What are the obstacles?

The role of the State continues being important, as executor of programs or as financier of proposals that various civil society organizations carry out. But there is no articulation of strategies that allow a better use of resources.

On the other hand, there are very valuable experiences, but there is little systematization and there are not always spaces for exchanging experiences that generate shared learning.

Is this reality away from the one we have here in Spain?

I would need to know better the reality of Spain, to answer this. But I dare to say that it is not such a distant reality since we share many things in common thanks to historical ties and mutual migrations.

Both countries are today recipients of immigrant groups and the problems of youth leisure are similar: substance use, digital leisure...and also an aging population, which poses particular challenges for the intervention of leisure.

What can educational leisure contribute within the framework of the objectives of the 2030 agenda?

Educational leisure has much to contribute to the different objectives of the 2030 agenda. When we intervene in the leisure experiences of the community, and we do it from the ludicity of the subject, we propose to recreate on three levels.

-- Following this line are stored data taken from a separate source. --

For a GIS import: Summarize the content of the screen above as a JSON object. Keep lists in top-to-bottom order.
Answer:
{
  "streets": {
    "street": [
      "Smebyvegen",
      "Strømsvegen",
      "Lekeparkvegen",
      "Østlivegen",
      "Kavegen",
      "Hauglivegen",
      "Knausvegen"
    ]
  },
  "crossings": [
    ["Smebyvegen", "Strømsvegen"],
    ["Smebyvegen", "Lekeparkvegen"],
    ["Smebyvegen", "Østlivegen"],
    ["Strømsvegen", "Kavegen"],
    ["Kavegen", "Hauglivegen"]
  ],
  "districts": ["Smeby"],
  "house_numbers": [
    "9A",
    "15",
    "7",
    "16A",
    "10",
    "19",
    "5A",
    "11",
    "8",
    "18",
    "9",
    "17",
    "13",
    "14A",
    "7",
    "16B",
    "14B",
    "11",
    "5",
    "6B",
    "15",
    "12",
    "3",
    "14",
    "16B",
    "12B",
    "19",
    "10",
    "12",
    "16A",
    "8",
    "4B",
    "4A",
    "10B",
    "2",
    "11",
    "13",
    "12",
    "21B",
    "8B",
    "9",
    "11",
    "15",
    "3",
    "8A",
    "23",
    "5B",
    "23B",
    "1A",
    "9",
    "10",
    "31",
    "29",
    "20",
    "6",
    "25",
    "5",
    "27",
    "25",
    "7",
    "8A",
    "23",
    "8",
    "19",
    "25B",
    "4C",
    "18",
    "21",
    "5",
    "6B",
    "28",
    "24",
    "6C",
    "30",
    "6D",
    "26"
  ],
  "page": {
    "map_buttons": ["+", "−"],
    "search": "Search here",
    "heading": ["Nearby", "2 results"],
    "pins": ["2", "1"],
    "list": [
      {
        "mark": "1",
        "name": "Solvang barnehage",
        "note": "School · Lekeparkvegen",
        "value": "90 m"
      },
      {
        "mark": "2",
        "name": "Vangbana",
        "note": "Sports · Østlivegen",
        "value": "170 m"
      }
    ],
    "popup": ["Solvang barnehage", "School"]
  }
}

In first place, recreate the look we have of our environment, which implies transforming local and global culture, transforming the link with our habitat and establishing a new pact with nature.

In second place, recreate the links we establish with those we interact with on a daily basis, redefine the forms of coexistence and new ways of exercising our citizenship. And last but not least, recreate the self, the way I perceive myself, redefining my own identity.

How do you imagine educational leisure 10 years from now?

I believe that leisure will continue to grow as a significant experience of the person, the challenges will be greater and therefore the recognition of the need to address these challenges educationally will be greater. It will be a scenario mediated by technology.

We have to start thinking about digital playgrounds, align activities in nature with the Green curriculum proposed by UNESCO, ensuring the development of skills for a sustainable world, and think about educational leisure throughout life, with special focus on aging, which increasingly involves a higher percentage of the population. I believe that we will experience a great transformation in a very short time.